■ DATASET ENTRIES ■
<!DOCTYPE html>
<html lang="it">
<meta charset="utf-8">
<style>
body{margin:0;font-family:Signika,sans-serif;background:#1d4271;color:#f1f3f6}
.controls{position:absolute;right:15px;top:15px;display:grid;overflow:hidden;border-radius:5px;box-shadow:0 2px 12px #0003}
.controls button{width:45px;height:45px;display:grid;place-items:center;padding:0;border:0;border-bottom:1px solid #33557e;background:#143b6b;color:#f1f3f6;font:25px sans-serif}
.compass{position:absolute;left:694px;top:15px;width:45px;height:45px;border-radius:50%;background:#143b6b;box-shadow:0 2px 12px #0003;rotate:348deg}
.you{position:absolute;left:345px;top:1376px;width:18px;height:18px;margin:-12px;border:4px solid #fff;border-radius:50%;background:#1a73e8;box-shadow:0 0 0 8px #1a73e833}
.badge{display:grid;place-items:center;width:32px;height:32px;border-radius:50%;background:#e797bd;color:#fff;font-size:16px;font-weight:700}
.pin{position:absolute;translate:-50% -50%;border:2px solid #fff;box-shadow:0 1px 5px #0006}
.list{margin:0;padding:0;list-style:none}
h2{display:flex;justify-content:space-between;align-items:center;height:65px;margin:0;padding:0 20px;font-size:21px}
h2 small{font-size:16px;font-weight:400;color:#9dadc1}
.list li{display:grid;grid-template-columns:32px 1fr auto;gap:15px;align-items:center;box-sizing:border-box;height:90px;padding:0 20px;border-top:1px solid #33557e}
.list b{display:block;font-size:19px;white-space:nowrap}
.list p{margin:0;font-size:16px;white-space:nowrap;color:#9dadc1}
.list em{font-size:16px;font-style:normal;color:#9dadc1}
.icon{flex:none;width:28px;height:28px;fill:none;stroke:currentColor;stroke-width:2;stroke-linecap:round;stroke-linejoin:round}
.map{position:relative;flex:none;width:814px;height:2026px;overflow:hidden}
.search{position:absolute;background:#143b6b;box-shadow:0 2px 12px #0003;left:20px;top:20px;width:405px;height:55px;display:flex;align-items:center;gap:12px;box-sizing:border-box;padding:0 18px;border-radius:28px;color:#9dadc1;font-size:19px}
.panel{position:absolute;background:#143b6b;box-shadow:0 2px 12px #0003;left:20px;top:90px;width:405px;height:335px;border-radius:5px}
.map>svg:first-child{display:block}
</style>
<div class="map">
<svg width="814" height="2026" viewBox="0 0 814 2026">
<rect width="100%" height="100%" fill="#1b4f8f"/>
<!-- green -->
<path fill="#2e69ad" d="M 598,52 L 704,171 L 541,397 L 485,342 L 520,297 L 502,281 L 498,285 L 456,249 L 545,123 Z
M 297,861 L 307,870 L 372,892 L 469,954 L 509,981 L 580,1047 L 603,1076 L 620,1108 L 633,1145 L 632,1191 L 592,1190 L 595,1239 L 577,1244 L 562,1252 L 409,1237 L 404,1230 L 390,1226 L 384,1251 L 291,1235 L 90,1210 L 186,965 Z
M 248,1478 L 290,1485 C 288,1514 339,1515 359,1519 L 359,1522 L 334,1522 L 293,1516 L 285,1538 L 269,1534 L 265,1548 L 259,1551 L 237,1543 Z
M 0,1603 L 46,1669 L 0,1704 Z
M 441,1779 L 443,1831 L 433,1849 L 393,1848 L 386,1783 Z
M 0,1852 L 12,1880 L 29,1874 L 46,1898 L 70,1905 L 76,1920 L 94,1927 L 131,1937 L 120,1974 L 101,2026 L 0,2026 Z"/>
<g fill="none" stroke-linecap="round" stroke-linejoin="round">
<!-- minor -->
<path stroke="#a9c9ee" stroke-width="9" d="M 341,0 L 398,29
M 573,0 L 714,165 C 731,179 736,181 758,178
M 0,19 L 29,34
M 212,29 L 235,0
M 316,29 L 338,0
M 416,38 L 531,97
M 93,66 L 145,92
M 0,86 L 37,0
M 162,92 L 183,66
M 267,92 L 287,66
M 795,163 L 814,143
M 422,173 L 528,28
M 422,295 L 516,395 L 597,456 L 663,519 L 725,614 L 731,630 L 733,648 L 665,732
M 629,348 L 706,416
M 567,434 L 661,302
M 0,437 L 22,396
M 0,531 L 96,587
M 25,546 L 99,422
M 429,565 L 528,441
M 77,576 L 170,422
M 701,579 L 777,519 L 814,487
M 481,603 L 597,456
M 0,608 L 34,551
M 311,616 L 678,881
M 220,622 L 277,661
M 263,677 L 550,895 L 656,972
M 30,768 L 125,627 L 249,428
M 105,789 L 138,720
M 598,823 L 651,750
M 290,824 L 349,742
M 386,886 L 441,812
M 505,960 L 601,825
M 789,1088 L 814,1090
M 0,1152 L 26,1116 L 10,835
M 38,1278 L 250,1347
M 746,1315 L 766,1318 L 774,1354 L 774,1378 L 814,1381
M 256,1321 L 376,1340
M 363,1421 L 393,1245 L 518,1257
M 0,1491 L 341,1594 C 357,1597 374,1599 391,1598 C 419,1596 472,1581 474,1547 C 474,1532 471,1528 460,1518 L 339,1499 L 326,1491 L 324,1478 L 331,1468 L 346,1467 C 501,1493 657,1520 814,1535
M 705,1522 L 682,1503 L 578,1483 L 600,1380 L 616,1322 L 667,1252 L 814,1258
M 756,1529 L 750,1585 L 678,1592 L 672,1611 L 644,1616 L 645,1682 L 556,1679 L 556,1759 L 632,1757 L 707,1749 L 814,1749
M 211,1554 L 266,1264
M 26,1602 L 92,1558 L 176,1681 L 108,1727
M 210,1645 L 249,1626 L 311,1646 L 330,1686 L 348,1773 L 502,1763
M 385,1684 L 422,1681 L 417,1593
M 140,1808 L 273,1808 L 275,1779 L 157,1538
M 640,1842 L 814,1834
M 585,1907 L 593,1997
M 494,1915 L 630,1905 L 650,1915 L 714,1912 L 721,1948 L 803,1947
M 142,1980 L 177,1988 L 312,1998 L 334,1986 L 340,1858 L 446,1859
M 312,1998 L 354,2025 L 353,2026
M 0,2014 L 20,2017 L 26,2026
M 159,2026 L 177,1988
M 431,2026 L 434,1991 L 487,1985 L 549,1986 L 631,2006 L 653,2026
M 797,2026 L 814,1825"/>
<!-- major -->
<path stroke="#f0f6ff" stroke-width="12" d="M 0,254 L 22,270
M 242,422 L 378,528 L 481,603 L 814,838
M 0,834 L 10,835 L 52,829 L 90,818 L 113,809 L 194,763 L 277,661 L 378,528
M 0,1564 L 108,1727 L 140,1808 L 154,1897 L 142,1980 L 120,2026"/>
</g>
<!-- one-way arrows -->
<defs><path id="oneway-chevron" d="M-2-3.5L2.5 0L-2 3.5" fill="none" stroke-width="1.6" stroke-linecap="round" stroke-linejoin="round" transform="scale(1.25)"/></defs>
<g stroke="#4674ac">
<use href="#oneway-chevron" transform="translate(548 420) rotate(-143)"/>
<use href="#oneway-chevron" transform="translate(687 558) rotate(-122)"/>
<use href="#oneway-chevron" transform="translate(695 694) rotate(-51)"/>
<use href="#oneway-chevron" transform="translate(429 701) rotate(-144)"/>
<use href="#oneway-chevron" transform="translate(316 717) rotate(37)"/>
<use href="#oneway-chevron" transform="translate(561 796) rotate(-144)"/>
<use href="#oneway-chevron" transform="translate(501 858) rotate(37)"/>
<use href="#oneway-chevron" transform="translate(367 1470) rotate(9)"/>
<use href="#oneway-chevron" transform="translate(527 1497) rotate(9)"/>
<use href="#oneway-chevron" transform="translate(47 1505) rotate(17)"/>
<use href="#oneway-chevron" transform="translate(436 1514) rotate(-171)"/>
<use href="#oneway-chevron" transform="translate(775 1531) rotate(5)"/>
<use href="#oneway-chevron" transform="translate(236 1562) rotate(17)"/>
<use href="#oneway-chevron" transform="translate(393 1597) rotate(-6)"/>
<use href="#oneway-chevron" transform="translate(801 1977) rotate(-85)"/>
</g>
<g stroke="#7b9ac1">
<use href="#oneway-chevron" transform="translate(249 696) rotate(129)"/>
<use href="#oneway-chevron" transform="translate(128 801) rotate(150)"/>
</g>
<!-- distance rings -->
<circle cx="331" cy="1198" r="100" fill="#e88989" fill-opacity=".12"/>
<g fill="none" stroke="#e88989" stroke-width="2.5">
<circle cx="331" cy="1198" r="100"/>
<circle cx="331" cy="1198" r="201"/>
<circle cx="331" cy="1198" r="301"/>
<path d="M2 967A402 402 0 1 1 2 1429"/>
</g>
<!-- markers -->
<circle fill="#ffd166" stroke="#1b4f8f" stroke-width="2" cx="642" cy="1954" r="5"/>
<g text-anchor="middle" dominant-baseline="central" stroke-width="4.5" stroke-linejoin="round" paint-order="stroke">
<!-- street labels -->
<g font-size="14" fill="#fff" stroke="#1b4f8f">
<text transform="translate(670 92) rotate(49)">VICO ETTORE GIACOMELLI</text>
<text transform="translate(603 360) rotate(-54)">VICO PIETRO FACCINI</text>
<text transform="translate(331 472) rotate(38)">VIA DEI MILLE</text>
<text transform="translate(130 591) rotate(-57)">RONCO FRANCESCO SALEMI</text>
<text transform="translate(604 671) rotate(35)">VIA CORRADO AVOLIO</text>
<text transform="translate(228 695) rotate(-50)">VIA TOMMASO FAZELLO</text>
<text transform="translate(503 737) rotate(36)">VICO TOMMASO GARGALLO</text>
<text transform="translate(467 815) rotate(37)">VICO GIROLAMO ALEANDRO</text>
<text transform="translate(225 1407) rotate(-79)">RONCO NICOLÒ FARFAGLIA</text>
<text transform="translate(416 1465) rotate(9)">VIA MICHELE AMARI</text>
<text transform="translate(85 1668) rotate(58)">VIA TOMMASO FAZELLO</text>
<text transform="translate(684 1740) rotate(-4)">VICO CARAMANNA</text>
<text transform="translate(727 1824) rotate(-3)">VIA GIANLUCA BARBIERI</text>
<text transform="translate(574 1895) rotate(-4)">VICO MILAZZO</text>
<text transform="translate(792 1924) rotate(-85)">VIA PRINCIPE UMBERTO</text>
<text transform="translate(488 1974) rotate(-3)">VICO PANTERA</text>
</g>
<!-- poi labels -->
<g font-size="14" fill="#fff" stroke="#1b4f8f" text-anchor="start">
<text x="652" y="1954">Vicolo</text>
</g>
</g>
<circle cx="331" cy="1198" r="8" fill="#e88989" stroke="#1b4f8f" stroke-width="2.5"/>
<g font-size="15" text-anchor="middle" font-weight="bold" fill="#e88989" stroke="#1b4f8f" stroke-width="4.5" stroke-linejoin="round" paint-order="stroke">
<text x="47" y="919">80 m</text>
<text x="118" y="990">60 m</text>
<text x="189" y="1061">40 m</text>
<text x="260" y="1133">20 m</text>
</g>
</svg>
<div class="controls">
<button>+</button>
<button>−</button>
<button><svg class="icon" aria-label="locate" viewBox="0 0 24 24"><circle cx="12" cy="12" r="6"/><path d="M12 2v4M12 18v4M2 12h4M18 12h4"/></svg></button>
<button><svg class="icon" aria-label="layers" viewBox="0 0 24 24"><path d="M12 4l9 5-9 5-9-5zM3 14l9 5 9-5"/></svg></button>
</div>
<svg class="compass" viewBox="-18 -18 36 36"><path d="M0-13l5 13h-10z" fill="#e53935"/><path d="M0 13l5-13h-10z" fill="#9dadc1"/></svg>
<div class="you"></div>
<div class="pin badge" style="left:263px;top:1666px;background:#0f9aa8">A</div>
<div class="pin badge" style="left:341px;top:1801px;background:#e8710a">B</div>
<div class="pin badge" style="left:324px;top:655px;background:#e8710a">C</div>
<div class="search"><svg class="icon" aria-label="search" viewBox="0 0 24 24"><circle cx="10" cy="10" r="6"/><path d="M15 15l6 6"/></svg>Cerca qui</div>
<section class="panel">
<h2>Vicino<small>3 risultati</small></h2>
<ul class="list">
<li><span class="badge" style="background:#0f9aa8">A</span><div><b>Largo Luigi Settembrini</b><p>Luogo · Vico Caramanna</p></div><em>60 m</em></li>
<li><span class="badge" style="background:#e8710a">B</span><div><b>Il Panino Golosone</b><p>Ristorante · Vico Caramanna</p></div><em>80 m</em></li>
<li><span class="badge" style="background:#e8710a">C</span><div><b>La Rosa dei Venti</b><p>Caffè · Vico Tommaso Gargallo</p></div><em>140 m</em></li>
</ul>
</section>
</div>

■ TASK TO CARRY OUT ■
Which lines belong in the answer? Exactly those from the first line of the entries through the line holding "<!-- green -->", inclusive, copied unchanged.

■ OUTPUT FOR THIS EXERCISE ■
<!DOCTYPE html>
<html lang="it">
<meta charset="utf-8">
<style>
body{margin:0;font-family:Signika,sans-serif;background:#1d4271;color:#f1f3f6}
.controls{position:absolute;right:15px;top:15px;display:grid;overflow:hidden;border-radius:5px;box-shadow:0 2px 12px #0003}
.controls button{width:45px;height:45px;display:grid;place-items:center;padding:0;border:0;border-bottom:1px solid #33557e;background:#143b6b;color:#f1f3f6;font:25px sans-serif}
.compass{position:absolute;left:694px;top:15px;width:45px;height:45px;border-radius:50%;background:#143b6b;box-shadow:0 2px 12px #0003;rotate:348deg}
.you{position:absolute;left:345px;top:1376px;width:18px;height:18px;margin:-12px;border:4px solid #fff;border-radius:50%;background:#1a73e8;box-shadow:0 0 0 8px #1a73e833}
.badge{display:grid;place-items:center;width:32px;height:32px;border-radius:50%;background:#e797bd;color:#fff;font-size:16px;font-weight:700}
.pin{position:absolute;translate:-50% -50%;border:2px solid #fff;box-shadow:0 1px 5px #0006}
.list{margin:0;padding:0;list-style:none}
h2{display:flex;justify-content:space-between;align-items:center;height:65px;margin:0;padding:0 20px;font-size:21px}
h2 small{font-size:16px;font-weight:400;color:#9dadc1}
.list li{display:grid;grid-template-columns:32px 1fr auto;gap:15px;align-items:center;box-sizing:border-box;height:90px;padding:0 20px;border-top:1px solid #33557e}
.list b{display:block;font-size:19px;white-space:nowrap}
.list p{margin:0;font-size:16px;white-space:nowrap;color:#9dadc1}
.list em{font-size:16px;font-style:normal;color:#9dadc1}
.icon{flex:none;width:28px;height:28px;fill:none;stroke:currentColor;stroke-width:2;stroke-linecap:round;stroke-linejoin:round}
.map{position:relative;flex:none;width:814px;height:2026px;overflow:hidden}
.search{position:absolute;background:#143b6b;box-shadow:0 2px 12px #0003;left:20px;top:20px;width:405px;height:55px;display:flex;align-items:center;gap:12px;box-sizing:border-box;padding:0 18px;border-radius:28px;color:#9dadc1;font-size:19px}
.panel{position:absolute;background:#143b6b;box-shadow:0 2px 12px #0003;left:20px;top:90px;width:405px;height:335px;border-radius:5px}
.map>svg:first-child{display:block}
</style>
<div class="map">
<svg width="814" height="2026" viewBox="0 0 814 2026">
<rect width="100%" height="100%" fill="#1b4f8f"/>
<!-- green -->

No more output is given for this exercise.